A month later, Guidant notified doctors that a small number of the defibrillators had failed because of an electrical flaw. It also said that it had fixed the flaw in devices made after mid-2002.

A second death, involving a patient with one of the Contak Renewal devices, occurred May 30. Guidant declined to provide any other details Friday. The faulty Contak Renewal defibrillators were manufactured on or before Aug. 26, 2004.

Earlier this month, Guidant stood by its decision to continue selling the Prizm 2 DR for months after a potential flaw prompted a redesign, saying the original device was still reliable.

No failures in the Prizm 2 DR has been reported since April 2002. The faulty Contak Renewal defibrillators were manufactured on or before Aug. 26, 2004, Guidant said.

A Pennsylvania man sued Guidant on June 1, saying the company should have told all patients its devices could short-circuit. Lawyers for 74-year-old John Brennan said they hoped to make the legal complaint into a class-action lawsuit.

Shares of Guidant fell 80 cents, or 1.1 percent, to $72.86 in afternoon trading on the New York Stock Exchange, where they have traded in a 52-week range of $49.95 to $75.15.
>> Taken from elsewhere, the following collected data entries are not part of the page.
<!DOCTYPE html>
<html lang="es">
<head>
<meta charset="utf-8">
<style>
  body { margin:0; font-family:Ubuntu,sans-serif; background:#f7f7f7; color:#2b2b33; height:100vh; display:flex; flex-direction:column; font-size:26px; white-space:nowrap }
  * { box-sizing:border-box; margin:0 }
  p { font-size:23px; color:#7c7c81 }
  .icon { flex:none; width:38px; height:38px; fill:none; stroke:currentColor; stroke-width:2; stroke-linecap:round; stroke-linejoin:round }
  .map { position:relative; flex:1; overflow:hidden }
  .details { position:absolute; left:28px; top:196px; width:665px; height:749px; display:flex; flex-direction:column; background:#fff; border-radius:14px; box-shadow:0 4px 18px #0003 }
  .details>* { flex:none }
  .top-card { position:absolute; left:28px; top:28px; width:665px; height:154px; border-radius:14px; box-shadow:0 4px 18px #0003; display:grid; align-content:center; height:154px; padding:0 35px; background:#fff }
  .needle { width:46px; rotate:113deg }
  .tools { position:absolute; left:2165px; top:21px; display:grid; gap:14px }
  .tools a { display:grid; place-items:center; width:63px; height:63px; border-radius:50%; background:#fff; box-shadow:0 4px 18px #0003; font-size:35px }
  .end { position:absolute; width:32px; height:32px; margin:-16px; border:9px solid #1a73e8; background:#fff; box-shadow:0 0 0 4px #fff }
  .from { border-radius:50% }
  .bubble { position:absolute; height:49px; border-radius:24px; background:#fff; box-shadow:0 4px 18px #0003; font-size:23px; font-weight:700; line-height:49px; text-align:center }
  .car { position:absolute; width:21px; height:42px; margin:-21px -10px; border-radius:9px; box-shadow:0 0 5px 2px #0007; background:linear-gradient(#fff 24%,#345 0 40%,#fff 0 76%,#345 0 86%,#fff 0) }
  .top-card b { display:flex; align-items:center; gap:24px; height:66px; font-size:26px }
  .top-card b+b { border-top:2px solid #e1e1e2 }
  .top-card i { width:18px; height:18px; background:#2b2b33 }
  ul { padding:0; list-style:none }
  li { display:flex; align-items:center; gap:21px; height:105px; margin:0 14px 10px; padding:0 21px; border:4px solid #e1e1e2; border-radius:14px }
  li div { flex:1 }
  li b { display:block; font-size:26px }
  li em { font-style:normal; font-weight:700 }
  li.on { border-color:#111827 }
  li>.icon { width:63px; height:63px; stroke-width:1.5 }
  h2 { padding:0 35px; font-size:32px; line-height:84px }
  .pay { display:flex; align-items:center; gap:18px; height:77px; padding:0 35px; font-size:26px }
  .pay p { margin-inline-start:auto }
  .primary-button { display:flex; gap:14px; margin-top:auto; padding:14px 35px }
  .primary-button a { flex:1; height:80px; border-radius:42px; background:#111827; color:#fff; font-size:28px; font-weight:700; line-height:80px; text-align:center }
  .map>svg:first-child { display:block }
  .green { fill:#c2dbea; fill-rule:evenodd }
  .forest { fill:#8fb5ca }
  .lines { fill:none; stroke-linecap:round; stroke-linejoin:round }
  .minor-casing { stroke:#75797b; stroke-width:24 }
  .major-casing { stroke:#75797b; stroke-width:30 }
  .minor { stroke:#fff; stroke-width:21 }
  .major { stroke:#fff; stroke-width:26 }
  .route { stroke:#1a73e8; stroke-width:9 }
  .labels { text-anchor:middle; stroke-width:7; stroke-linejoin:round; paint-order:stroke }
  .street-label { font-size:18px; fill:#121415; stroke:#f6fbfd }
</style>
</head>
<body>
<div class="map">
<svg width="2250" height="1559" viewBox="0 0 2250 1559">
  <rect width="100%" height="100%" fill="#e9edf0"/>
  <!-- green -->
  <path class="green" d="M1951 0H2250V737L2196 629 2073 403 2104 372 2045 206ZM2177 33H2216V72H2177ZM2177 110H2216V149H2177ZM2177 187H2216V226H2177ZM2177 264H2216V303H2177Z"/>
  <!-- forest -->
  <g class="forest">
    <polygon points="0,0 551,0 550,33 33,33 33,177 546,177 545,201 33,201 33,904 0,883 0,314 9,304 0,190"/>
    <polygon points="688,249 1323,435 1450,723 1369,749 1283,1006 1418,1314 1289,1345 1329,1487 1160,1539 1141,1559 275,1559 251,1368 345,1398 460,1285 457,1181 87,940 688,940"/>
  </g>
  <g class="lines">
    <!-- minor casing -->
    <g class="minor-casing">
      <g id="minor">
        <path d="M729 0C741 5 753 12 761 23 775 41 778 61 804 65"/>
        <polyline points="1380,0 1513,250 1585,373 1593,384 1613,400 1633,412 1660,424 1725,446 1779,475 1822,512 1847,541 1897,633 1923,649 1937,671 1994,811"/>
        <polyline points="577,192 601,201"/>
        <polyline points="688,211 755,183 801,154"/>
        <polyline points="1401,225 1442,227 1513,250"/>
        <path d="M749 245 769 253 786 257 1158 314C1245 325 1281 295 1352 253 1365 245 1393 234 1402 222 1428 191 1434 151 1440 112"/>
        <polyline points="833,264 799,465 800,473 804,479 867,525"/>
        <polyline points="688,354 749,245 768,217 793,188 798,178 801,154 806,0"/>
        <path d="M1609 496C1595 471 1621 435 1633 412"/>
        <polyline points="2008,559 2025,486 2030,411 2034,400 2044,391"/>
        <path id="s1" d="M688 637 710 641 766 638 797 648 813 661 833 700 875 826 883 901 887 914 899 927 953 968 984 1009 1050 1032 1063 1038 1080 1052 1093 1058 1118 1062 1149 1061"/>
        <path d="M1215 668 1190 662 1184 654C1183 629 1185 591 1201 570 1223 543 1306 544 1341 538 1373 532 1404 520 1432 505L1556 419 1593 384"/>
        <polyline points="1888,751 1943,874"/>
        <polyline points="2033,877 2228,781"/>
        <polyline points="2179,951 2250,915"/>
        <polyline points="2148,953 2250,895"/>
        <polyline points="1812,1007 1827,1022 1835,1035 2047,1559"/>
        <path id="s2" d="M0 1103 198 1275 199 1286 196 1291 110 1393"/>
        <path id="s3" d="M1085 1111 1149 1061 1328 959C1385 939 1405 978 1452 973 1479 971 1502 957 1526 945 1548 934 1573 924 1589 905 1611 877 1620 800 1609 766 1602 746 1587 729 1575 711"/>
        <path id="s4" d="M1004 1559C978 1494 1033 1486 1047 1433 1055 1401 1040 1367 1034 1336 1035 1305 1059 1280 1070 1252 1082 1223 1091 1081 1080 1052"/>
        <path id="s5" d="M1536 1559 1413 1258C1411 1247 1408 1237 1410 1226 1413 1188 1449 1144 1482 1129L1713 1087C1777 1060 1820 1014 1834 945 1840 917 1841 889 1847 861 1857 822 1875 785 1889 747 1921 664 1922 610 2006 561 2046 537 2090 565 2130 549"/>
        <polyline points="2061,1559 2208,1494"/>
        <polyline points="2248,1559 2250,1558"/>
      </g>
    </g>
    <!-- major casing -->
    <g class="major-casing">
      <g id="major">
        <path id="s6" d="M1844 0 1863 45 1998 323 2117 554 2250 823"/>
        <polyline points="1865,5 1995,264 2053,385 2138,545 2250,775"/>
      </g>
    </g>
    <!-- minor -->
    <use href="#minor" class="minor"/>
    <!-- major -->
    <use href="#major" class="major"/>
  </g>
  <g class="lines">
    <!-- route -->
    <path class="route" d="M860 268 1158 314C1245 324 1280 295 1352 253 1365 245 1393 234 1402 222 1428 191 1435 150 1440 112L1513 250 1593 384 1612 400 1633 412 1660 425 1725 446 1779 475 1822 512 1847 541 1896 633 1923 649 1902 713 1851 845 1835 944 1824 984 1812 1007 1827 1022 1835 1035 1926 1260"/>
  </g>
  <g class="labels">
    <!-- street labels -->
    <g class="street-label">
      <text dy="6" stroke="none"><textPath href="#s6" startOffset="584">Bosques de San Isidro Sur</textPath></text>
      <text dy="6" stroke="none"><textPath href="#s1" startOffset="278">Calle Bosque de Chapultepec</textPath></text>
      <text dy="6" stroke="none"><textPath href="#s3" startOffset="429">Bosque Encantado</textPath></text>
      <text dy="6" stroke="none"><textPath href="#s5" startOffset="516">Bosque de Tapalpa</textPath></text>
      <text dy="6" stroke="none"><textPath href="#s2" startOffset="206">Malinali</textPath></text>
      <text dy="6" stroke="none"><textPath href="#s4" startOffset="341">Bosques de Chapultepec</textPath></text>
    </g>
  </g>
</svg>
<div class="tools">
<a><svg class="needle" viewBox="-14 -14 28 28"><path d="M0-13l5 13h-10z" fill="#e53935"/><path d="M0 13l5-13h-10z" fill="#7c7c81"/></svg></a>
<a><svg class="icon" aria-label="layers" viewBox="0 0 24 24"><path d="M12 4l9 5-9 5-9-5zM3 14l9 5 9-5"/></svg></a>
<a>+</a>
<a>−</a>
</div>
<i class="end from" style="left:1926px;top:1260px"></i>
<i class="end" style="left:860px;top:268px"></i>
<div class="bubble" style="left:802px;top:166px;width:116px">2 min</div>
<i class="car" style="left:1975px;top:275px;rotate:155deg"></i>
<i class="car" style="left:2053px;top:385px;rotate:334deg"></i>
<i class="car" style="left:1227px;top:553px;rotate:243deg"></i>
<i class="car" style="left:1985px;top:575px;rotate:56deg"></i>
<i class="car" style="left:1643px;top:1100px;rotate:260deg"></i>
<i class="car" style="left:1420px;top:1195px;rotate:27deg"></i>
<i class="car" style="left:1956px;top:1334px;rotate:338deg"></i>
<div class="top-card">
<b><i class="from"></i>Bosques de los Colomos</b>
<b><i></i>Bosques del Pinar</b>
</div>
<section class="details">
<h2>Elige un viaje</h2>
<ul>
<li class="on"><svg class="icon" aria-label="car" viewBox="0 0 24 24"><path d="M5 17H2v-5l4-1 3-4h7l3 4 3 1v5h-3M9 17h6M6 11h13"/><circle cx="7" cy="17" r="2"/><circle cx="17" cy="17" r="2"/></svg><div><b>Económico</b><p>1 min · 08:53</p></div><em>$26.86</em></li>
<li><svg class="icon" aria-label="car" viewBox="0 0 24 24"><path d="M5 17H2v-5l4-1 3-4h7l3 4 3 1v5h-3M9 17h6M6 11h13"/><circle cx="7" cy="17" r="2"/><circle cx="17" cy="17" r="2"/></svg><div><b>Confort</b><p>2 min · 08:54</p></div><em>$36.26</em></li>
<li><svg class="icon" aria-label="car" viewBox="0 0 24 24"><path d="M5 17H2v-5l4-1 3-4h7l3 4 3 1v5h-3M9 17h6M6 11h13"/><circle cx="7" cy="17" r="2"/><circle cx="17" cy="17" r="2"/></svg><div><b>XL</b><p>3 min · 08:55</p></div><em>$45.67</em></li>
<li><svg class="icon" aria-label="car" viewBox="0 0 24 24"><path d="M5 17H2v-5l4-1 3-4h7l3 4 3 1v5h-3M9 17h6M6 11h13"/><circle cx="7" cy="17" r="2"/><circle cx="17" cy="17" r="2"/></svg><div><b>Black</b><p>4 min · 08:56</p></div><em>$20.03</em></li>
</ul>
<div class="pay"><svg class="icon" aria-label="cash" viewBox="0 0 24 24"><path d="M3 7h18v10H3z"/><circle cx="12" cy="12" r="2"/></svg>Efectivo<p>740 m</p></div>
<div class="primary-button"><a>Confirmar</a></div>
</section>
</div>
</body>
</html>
Guidant shareholders in April voted overwhelmingly in favor of a planned $25.4 billion acquisition by Johnson & Johnson. The merger, which still must win regulatory approval in the United States and Europe, would be the largest business deal in the 119-year history of New Brunswick, N.J.-based health care products giant J&J. J&J has said it expects to complete the acquisition during the third quarter.

Johnson & Johnson did not immediately return a message.